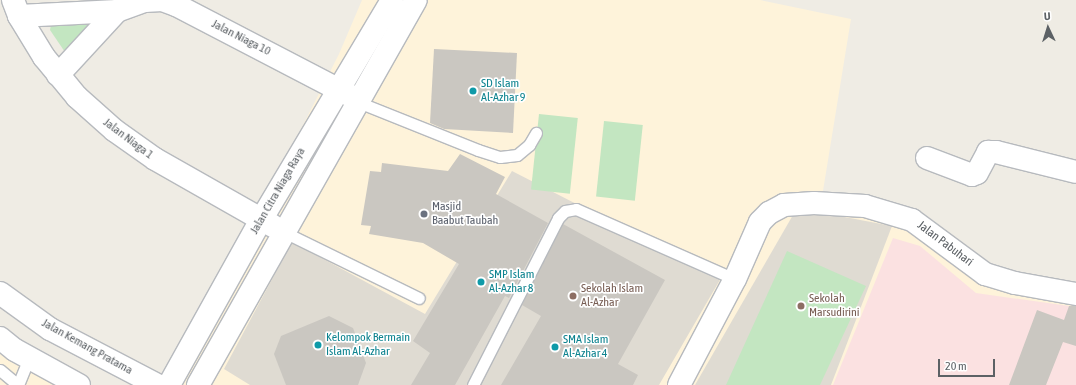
<!DOCTYPE html>
<html>
<head>
<meta charset="utf-8">
<style>
	body { margin:0 }
	#map { position:relative; width:1076px; height:385px; overflow:hidden; background:#efece4; font-family:"Asap Condensed",sans-serif }
	div>[style] { position:absolute }
	[style*='--x'] { left:calc(var(--x)*1px); top:calc(var(--y)*1px); width:calc(var(--w)*1px); rotate:calc(var(--a)*1deg) }
	.commercial>* { inset:0; background:#fef3da }
	.education>* { inset:0; background:#dfdbd2 }
	.medical>* { inset:0; background:#fbe1e1 }
	.green>* { inset:0; background:#c3e6c1; transform-origin:0 0 }
	.building>* { inset:0; background:#cac7c1 }
	.roads { filter:drop-shadow(1px 0 #b7babe) drop-shadow(-1px 0 #b7babe) drop-shadow(0 1px #b7babe) drop-shadow(0 -1px #b7babe) }
	.service>* { height:11px; margin:-5.5px; padding:0 5.5px; transform-origin:5.5px; border-radius:5.5px; background:#fff }
	.minor>* { height:22px; margin:-11px; padding:0 11px; transform-origin:11px; border-radius:11px; background:#fff }
	.tertiary>* { height:22px; margin:-11px; padding:0 11px; transform-origin:11px; border-radius:11px; background:#fff }
	.dots>* { width:11px; height:11px; translate:-50% -50%; box-sizing:border-box; border:2px solid #fff; border-radius:50% }
	span { translate:-50% -50%; white-space:nowrap; text-align:center; line-height:1.15; -webkit-text-stroke:3.5px #fff; paint-order:stroke }
	.street-label { font-size:12px; color:#5c6165 }
	.culture-label { font-size:12px; color:#0d838f }
	.left { translate:0 -50%; text-align:left }
	.worship-label { font-size:12px; color:#5b616d }
	.education-label { font-size:12px; color:#785e54 }
	.north { position:absolute; left:1028px; top:8px; width:40px; height:40px; -webkit-text-stroke:3px #fff; paint-order:stroke; rotate:356deg; font-size:11px; font-weight:700; line-height:16px; text-align:center; color:#5c6165 }
	.north::after { content:''; display:block; margin:auto; width:14px; height:18px; background:#5c6165; clip-path:polygon(50% 0,100% 100%,50% 72%,0 100%) }
	.scale { position:absolute; left:938px; top:359px; width:57px; height:18px; box-sizing:border-box; border:2px solid #5c6165; border-top:0; padding-left:5px; font-size:12px; line-height:14px; white-space:nowrap; color:#5c6165; -webkit-text-stroke:3px #fff; paint-order:stroke }
</style>
</head>
<body>
<div id="map">
	<div class="commercial">
		<i style="clip-path:polygon(362px 0,760px 0,851px 19px,822px 197px,929px 221px,962px 267px,1076px 289px,1076px 385px,154px 385px,181px 366px,339px 54px)"></i>
		<i style="clip-path:polygon(0 349px,57px 385px,0 385px)"></i>
	</div>
	<div class="education">
		<i style="clip-path:polygon(512px 171px,721px 278px,659px 385px,250px 385px,224px 369px,292px 242px,425px 314px)"></i>
		<i style="clip-path:polygon(797px 208px,892px 226px,831px 385px,695px 385px)"></i>
	</div>
	<div class="medical">
		<i style="clip-path:polygon(893px 238px,920px 246px,976px 293px,1076px 307px,1076px 385px,833px 385px)"></i>
	</div>
	<div class="green">
		<i style="clip-path:polygon(100px 11px,69px 58px,50px 30px,52px 20px)"></i>
		<i style="left:539px;top:114px;width:39px;height:76px;rotate:6deg"></i>
		<i style="left:604px;top:121px;width:39px;height:76px;rotate:6deg"></i>
		<i style="clip-path:polygon(787px 251px,866px 286px,820px 385px,726px 385px)"></i>
	</div>
	<div class="building">
		<i style="clip-path:polygon(434px 49px,517px 53px,513px 133px,444px 129px,430px 123px)"></i>
		<i style="clip-path:polygon(460px 154px,505px 177px,496px 194px,548px 223px,509px 298px,505px 296px,455px 385px,411px 385px,430px 353px,413px 341px,459px 264px,423px 243px,369px 234px,371px 226px,361px 225px,370px 171px,381px 172px,382px 163px,448px 171px)"></i>
		<i style="clip-path:polygon(563px 224px,665px 280px,618px 364px,638px 375px,633px 385px,501px 385px,541px 316px,522px 305px)"></i>
		<i style="clip-path:polygon(1069px 306px,1076px 306px,1076px 346px,1063px 342px,1046px 385px,1009px 385px,1037px 310px,1064px 320px)"></i>
		<i style="clip-path:polygon(329px 316px,353px 328px,366px 363px,358px 385px,286px 385px,274px 354px,281px 336px)"></i>
	</div>
	<div class="roads">
		<div class="service">
			<i style="--x:358;--y:102;--w:129;--a:21.8"></i>
			<i style="--x:478;--y:150;--w:23;--a:18"></i>
			<i style="--x:500;--y:157;--w:17;--a:-7"></i>
			<i style="--x:517;--y:155;--w:16;--a:-40"></i>
			<i style="--x:529;--y:145;--w:14;--a:-60"></i>
			<i style="--x:284;--y:232;--w:150;--a:26.1"></i>
			<i style="--x:0;--y:370;--w:23;--a:40"></i>
			<i style="--x:18;--y:385;--w:29;--a:-68"></i>
			<i style="--x:473;--y:385;--w:187;--a:-63"></i>
			<i style="--x:558;--y:218;--w:10;--a:-45"></i>
			<i style="--x:565;--y:211;--w:11;--a:-10"></i>
			<i style="--x:576;--y:209;--w:174;--a:23.8"></i>
		</div>
		<div class="minor">
			<i style="--x:13;--y:0;--w:17;--a:69"></i>
			<i style="--x:19;--y:16;--w:48;--a:58.6"></i>
			<i style="--x:44;--y:57;--w:52;--a:50.5"></i>
			<i style="--x:77;--y:97;--w:50;--a:41.7"></i>
			<i style="--x:114;--y:130;--w:50;--a:35.3"></i>
			<i style="--x:155;--y:159;--w:136;--a:29.6"></i>
			<i style="--x:19;--y:16;--w:98;--a:-2.9"></i>
			<i style="--x:117;--y:11;--w:30;--a:-20"></i>
			<i style="--x:145;--y:1;--w:17;--a:-3"></i>
			<i style="--x:162;--y:0;--w:15;--a:20"></i>
			<i style="--x:176;--y:5;--w:195;--a:27.5"></i>
			<i style="--x:58;--y:75;--w:87;--a:-47.3"></i>
			<i style="--x:927;--y:158;--w:48;--a:20.7"></i>
			<i style="--x:972;--y:175;--w:5;--a:-22"></i>
			<i style="--x:977;--y:173;--w:24;--a:-62"></i>
			<i style="--x:988;--y:152;--w:8;--a:0"></i>
			<i style="--x:996;--y:152;--w:82;--a:14"></i>
			<i style="--x:169;--y:385;--w:189;--a:-60.9"></i>
			<i style="--x:261;--y:220;--w:256;--a:-59.2"></i>
			<i style="--x:198;--y:385;--w:442;--a:-60.5"></i>
			<i style="--x:679;--y:385;--w:120;--a:-62.2"></i>
			<i style="--x:735;--y:279;--w:62;--a:-66.3"></i>
			<i style="--x:760;--y:222;--w:13;--a:-45"></i>
			<i style="--x:769;--y:213;--w:17;--a:-28"></i>
			<i style="--x:784;--y:205;--w:30;--a:-4"></i>
			<i style="--x:814;--y:203;--w:51;--a:3.4"></i>
			<i style="--x:865;--y:206;--w:49;--a:16.6"></i>
			<i style="--x:912;--y:220;--w:91;--a:36.5"></i>
			<i style="--x:985;--y:274;--w:31;--a:17"></i>
			<i style="--x:1015;--y:283;--w:62;--a:10.2"></i>
		</div>
		<div class="tertiary">
			<i style="--x:0;--y:293;--w:62;--a:35.8"></i>
			<i style="--x:50;--y:329;--w:121;--a:27.6"></i>
			<i style="--x:0;--y:338;--w:19;--a:39"></i>
			<i style="--x:15;--y:350;--w:73;--a:28.7"></i>
		</div>
	</div>
	<div class="dots">
		<i style="left:473px;top:91px;background:#0f9aa8"></i>
		<i style="left:424px;top:214px;background:#6b7280"></i>
		<i style="left:481px;top:282px;background:#0f9aa8"></i>
		<i style="left:573px;top:296px;background:#8d6e63"></i>
		<i style="left:801px;top:306px;background:#8d6e63"></i>
		<i style="left:318px;top:345px;background:#0f9aa8"></i>
		<i style="left:555px;top:347px;background:#0f9aa8"></i>
	</div>
	<div class="street-label">
		<span style="left:241px;top:38px;rotate:27deg">Jalan Niaga 10</span>
		<span style="left:128px;top:139px;rotate:37deg">Jalan Niaga 1</span>
		<span style="left:278px;top:191px;rotate:-60deg">Jalan Citra Niaga Raya</span>
		<span style="left:945px;top:244px;rotate:37deg">Jalan Pabuhari</span>
		<span style="left:87px;top:347px;rotate:29deg">Jalan Kemang Pratama</span>
	</div>
	<div class="culture-label">
		<span class="left" style="left:481px;top:91px">SD Islam<br>Al-Azhar 9</span>
		<span class="left" style="left:489px;top:282px">SMP Islam<br>Al-Azhar 8</span>
		<span class="left" style="left:326px;top:345px">Kelompok Bermain<br>Islam Al-Azhar</span>
		<span class="left" style="left:563px;top:347px">SMA Islam<br>Al-Azhar 4</span>
	</div>
	<div class="worship-label">
		<span class="left" style="left:432px;top:214px">Masjid<br>Baabut Taubah</span>
	</div>
	<div class="education-label">
		<span class="left" style="left:581px;top:296px">Sekolah Islam<br>Al-Azhar</span>
		<span class="left" style="left:809px;top:306px">Sekolah<br>Marsudirini</span>
	</div>
	<div class="north">U</div>
	<div class="scale">20 m</div>
</div>
</body>
</html>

_Problem to solve:_ Go through the material and report each line that holds the string "dots".

_Response:_
	.dots>* { width:11px; height:11px; translate:-50% -50%; box-sizing:border-box; border:2px solid #fff; border-radius:50% }
	<div class="dots">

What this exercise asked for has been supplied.